I usually had it disappear when I
wasn't on the Cyclops, personally. Eventually it stopped.
Anyways.
I don't know what this means, but I'm pretty sure it should worry me.
I located this wreck, on the edge of Grand Reef, and deployed a beacon to mark its location. It's below the 200m maximum depth of my Seamoth, but visible from there, so I can use the Seamoth to transport to site and as a waystation below the surface, and use the Seaglide as propulsion to reach the wreck. There are a couple of things to take care of first, though.
Such as it being moving day. With the addition of the Multipurpose Room to my base, I can now finally, truly, move in. (Also pictured: my front door.)
I've set up a battery recharger and a fabricator in my base. I've not yet added a medikit fabricator, but I already had all my materials storage down here, and also enough medikits to do emergency triage on the whole crew of the Aurora. I am no longer dependent on Lifepod 5 to support my presence on this planet; instead I have made from my own hands the ability to survive here.
It's a surprisingly understated achievement. I don't feel as though I am conquering my environment, exactly.
I am, don't get me wrong. I've bent this planet to my will in a significant way by finally creating a base able to do everything I need. This is one of the larger milestones of the game in retrospect. At the time though? It was just part of the push to go deeper, significance lost in preparing to breach the 200m barrier.
One of the first things to do before entering a wreck, which I haven't touched on much, is figuring out how the **** you get in. This is not always trivial and I actually missed it on this one for almost a minute as I circled above and looked at different angles. Here you can spot the accessway I used for entry as a slightly darker area illuminated by the Seamoth's floodlights. (Curiously, they're the most powerful in the game, far exceeding the spotlights on the PRAWN or Cyclops.)

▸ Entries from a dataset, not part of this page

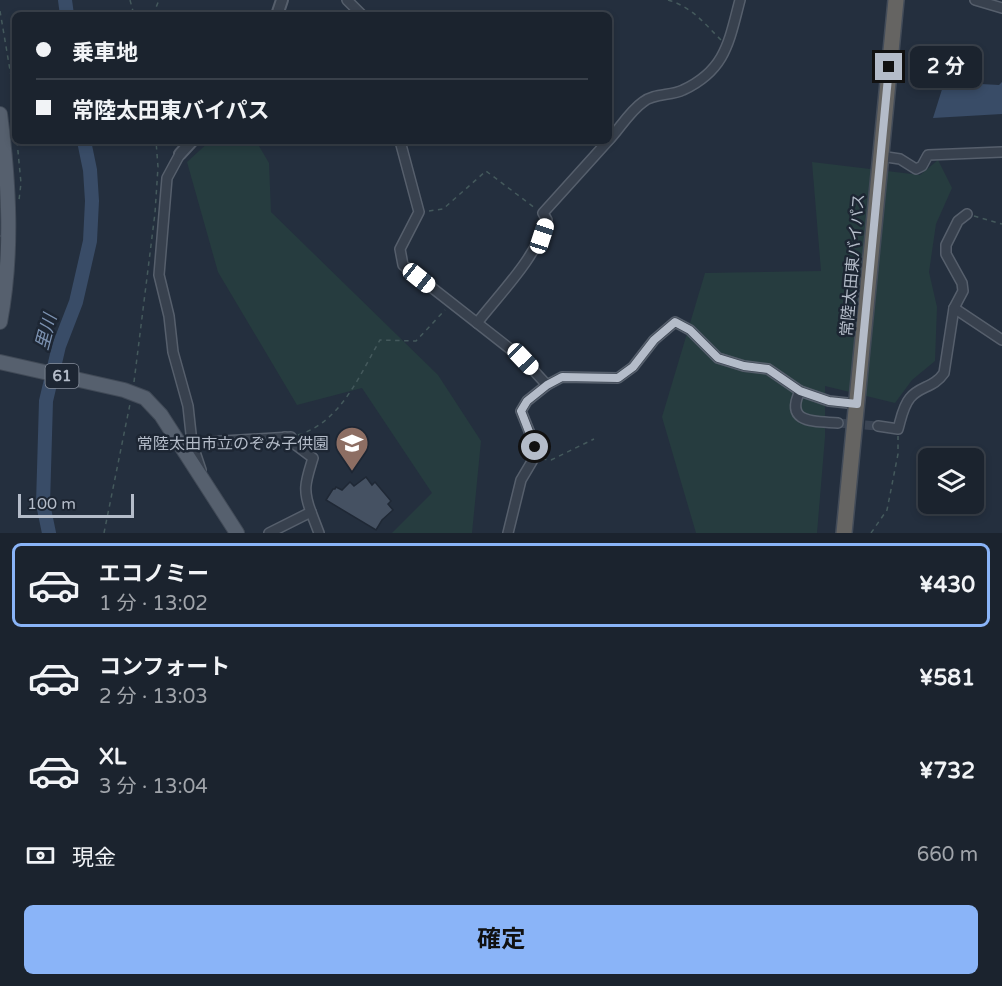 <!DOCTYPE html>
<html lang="ja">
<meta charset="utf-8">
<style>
:root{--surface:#1b232e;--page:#282f3a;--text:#f1f3f6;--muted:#a0a4aa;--line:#39404a;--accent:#8ab4f8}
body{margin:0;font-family:"Varela Round","Noto Sans JP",sans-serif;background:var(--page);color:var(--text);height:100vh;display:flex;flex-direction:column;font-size:22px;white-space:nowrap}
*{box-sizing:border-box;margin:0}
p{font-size:20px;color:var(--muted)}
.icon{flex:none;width:33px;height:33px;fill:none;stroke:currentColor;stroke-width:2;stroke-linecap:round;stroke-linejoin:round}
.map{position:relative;height:533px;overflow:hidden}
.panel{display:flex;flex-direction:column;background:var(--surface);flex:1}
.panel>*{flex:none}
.guide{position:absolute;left:12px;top:12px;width:600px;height:132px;border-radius:9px;box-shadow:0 3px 9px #0003,0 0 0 2px var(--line);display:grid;align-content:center;height:132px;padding:0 24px;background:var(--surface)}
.controls{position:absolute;left:918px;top:448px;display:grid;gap:12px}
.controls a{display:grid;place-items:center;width:66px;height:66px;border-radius:9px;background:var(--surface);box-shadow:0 3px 9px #0003,0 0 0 2px var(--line);font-size:30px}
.scale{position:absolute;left:18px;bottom:15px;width:116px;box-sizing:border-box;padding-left:6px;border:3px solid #b4bcc9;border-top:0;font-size:16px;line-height:21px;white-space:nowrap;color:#b4bcc9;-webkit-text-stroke:4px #1d2633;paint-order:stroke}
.end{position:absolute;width:27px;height:27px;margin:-14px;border:8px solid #b4bcc9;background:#111;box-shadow:0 0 0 3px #111}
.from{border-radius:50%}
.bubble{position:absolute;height:42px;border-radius:9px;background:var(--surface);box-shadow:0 3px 9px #0003,0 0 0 2px var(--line);font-size:20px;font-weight:700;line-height:42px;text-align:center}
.car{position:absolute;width:18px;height:36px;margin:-18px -9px;border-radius:8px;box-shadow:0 0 4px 2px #0007;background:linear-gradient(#fff 24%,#345 0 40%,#fff 0 76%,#345 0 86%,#fff 0)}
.guide b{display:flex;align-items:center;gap:21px;height:57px;font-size:22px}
.guide b+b{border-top:2px solid var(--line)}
.guide i{width:15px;height:15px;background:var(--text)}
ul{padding:10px 0 0;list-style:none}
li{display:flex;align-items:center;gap:18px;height:84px;margin:0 12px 9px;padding:0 12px;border:3px solid transparent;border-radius:9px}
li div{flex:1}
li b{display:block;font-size:22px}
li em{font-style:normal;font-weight:700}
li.current{border-color:var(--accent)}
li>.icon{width:54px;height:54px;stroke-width:1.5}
.pay{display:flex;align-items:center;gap:15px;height:66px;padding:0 24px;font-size:22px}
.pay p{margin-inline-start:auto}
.action{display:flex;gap:12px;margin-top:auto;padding:12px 24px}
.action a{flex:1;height:69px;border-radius:9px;background:var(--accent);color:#111;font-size:24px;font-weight:700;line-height:69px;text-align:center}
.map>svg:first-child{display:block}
.green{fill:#263c3f}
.water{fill:#394c67}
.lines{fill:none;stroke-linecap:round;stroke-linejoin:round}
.river{stroke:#394c67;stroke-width:14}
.building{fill:#455162;stroke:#1f2835;stroke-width:1.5}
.minor-tunnel{stroke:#3a4453;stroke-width:9;stroke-dasharray:9 4.5;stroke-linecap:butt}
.minor-casing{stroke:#565f6c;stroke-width:12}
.tertiary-casing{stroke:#565f6c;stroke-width:14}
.primary-casing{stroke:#414a57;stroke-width:16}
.trunk-casing{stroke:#434c59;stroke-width:18}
.path{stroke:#44595c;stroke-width:1.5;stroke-dasharray:4.5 4.5;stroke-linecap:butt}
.minor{stroke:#38414e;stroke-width:9}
.tertiary{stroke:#38414e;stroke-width:10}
.primary{stroke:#56606e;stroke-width:14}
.trunk{stroke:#656462;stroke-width:15}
.route{stroke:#b4bcc9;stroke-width:8}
.labels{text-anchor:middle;stroke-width:5;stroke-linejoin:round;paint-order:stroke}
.shield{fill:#1d2633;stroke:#878f9c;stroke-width:1.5}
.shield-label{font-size:15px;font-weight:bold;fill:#b4bcc9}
.street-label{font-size:16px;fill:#b4bcc9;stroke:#1d2633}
.poi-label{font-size:16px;fill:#b4bcc9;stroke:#1d2633;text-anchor:end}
.water-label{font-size:18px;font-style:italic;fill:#7c92b1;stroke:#1d2633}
</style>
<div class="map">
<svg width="1002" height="533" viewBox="0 0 1002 533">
<rect width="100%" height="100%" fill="#242f3e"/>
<g class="green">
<polygon points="210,141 256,141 269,163 271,212 438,375 481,441 472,533 392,533 432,493 362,388 297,405 218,272 187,162"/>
<polygon points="938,160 952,188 936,224 929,272 937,307 935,361 912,380 895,403 825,386 825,437 817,533 696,533 662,417 705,273 821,271 812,162 920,175"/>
</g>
<polygon class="water" points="949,79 963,83 999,85 1002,82 1002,114 933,118 944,83"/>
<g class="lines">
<g class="river">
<polyline points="65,0 67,15"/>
<polyline points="49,533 43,504 46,401 59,346 76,302 90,241 92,201 90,170 84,141"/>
</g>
</g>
<polygon class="building" points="366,477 372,485 375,482 391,501 388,504 393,510 382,520 376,530 326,500 333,489 335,489 336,487 342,490 350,482 354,486"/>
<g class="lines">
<polyline class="minor-tunnel" points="838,423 878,426"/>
<g class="minor-casing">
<g id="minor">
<polyline points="347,0 362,15"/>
<polyline points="975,0 1002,8"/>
<path d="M609,140c11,-12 21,-29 34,-38 11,-9 28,-6 40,-12 43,-20 46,-49 57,-90"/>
<polyline points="400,141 419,212 400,249 403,265 523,359 547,385"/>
<polyline points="180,154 167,178 159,275 169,316 173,352 188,406 192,443 201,470"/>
<polyline points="880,156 900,159 916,169 922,166 928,155 1002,152"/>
<polyline points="0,258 2,241"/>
<polyline points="954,308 1002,340"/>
<path d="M477,323c25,-32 58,-64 70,-103l-4,-7 65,-72"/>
<path d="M800,391c-16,33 15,30 38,32"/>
<path d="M878,426l20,3c3,-10 5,-23 12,-31 9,-12 24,-10 34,-25l10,-65 9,-17 -1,-8 -16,-29v-9l12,-24 9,-7"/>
<path d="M285,437l28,21c-7,23 -11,31 -2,54"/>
<polyline points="192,443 291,437"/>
<polyline points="269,533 311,512 319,533"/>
<polyline points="508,533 521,480 534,458 535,446 521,411 527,401 547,385 562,377 618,378 633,367 654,340 675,322 690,330 718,358 744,366 768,369 800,391 829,401 857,404"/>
</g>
</g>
<g class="tertiary-casing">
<g id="tertiary">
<polyline points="277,15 282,0"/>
<polyline points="180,154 192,141"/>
</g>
</g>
<g class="primary-casing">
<g id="primary">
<path d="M0,114c9,69 13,139 0,208"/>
<polyline points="0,362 124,390 145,398 161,415 237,533"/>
</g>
</g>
<g class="trunk-casing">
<polyline id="trunk" points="844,533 896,0"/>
</g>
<g class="path">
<polyline points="130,0 134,15"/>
<path d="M668,0c24,7 36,23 53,40"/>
<polyline points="0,11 12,82 15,114"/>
<polyline points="153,15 159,0"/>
<polyline points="17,141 21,183 19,200"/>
<polyline points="429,211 443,209 486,171 535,208"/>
<polyline points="974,216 1002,224"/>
<polyline points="134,382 155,213 158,167 156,141"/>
<path d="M298,435c43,-13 61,-59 82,-95l36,1 29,-31"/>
<polyline points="542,459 551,460 594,439"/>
<polyline points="104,533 130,404"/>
<polyline points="871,533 887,510 898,454 898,436"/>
</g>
<use href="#minor" class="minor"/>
<use href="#tertiary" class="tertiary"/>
<use href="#primary" class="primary"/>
<use href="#trunk" class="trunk"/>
</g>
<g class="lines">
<polyline class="route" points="535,447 521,411 527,401 547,385 562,377 618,378 633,367 654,340 675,322 690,330 718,358 744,366 768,369 800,391 829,401 857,404 889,67"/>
</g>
<defs>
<g id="school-pin" transform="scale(1.725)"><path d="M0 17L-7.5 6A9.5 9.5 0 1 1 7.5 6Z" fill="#8d6e63" stroke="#1d2633"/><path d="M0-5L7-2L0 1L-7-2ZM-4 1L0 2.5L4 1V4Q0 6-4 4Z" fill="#fff"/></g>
</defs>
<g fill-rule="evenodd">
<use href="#school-pin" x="352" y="443"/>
</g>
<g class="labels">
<rect class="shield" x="45.5" y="364" width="33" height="24" rx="4.5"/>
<g class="shield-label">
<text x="62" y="381">61</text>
</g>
<g class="street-label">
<text transform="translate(852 265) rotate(-85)" y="6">常陸太田東バイパス</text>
</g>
<g class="poi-label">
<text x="329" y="449">常陸太田市立のぞみ子供園</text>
</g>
<g class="water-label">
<text transform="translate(46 332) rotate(-75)" y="6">里川</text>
</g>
</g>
</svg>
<div class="controls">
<a><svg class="icon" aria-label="layers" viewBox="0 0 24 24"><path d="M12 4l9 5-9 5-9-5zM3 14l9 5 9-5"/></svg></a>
</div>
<div class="scale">100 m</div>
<i class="end from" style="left:535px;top:447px"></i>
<i class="end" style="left:889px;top:67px"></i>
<div class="bubble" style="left:910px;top:46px;width:72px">2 分</div>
<i class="car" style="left:542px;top:236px;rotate:18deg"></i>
<i class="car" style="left:419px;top:278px;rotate:129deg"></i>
<i class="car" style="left:523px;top:359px;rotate:136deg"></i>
<div class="guide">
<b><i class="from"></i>乗車地</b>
<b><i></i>常陸太田東バイパス</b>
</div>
</div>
<section class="panel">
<ul>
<li class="current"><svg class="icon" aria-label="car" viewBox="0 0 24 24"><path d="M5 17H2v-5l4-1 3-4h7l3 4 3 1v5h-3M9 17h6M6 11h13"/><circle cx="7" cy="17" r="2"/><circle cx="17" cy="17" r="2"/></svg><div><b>エコノミー</b><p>1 分 · 13:02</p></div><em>¥430</em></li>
<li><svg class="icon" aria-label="car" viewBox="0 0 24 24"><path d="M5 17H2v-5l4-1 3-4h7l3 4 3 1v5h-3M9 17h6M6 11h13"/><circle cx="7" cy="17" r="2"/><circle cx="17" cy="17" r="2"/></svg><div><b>コンフォート</b><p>2 分 · 13:03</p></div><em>¥581</em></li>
<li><svg class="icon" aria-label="car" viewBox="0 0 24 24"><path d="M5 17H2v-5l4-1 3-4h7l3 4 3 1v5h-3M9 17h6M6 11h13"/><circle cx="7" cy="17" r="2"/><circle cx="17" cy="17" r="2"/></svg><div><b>XL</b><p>3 分 · 13:04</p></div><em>¥732</em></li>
</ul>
<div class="pay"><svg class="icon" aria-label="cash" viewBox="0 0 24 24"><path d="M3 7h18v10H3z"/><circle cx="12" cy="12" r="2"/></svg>現金<p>660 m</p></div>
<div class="action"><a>確定</a></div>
</section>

And then we take the plunge. The Seaglide does not operate at full efficiency below 200m, with the engine periodically seizing and kicking back in. This made for some unwelcome moments regarding my O
2 level, but in general I gave myself 45 seconds safety reserve to return to the Seamoth, which was enough.
Moonpool fragments. This is for the room I'd dock my Seamoth in for recharge and storage, rather than just leaving it hanging around outside the base.
Here at 244 meters there's a side room, with exosuit grappling arm bits. Well, that's half of what I need to make PRAWN Lagann. There's also a door that can be cut through, which I'm not going to open, having not yet explored the rest of the wreck.
Well. This is new. The wreck has an area of open sea under it. The world Scuba record is something like 331 meters. I'm getting awful close. That green crystal there? Unranite. I didn't pick any up, but there was also Aluminum Oxide around, which as I recall goes into PRAWN manufacture, so I grabbed a bunch.
An ascent to the Seamoth after that. You want to know what those things holding the big balls are?
I have no idea. I can't scan them!
There are actually two doors, one on the floor and one the ceiling of that sideroom. Note the difference of four meters in depth.
Jackpot.
Not sure what a Scanner Room does. I'll have to build one.
When I've been out on a deep water foray for days, whether in Seamoth or Cyclops, and it's time to return to base, my first act is always to reach the surface before I set course for home. It has navigational advantages, there's a lot less to run into up there and it's easier to spot the Lifepod 5 beacon which acts as the most convenient waypoint to my base, and safety ones, there's usually nothing nasty up there either. But I think it's mostly psychological; I am not a creature of the sea, but of the air, and without a reason to hold me to the depths to the air I return.
Helm, we're done here. Full ascent.
Fun fact: at a full ascent, given some run-up, it's quite possible to "leap" the Seamoth fully out of the water and several meters into the air. I don't know if this has any practical use (last-ditch Reaper avoidance?) but you can do it.
Set course for home.
Then I got sidetracked on the way home by going to visit my buddies the Reefbacks.
Things I saw on the way back; I finally bothered to scan one of these things.
This planet was not always flooded. I present evidence:
Over near the
Aurora, and...uh?
Well. That's the only other Lifepod besides 5 that actually
floated, so points for effort?
Interesting tidbit: there was a Reaper Leviathan near Lifepod 4. I fled in the direction of this pod of Reefbacks. It pursued me for several hundred meters...and broke off when I approached the Reefbacks. I'm told Leviathans will actually chase you all the way across the map in some cases. The Reefbacks really do mean safety.
Loot. Note that I've actually exchanged my radsuit helmet for a special rebreather one; you take a penalty to oxygen consumption below 200m without use of a rebreather.
Dawn out front of the seabase.
There's that weird hole in the ground again, not sure what's up with that...
I burned three batteries on the Seaglide while I was down there. The thing is murder on your battery supply. None are fully drained because I switched out around 20% battery, not wanting to find myself with a dead Seaglide on an ascent to the Seamoth while running out of oxygen.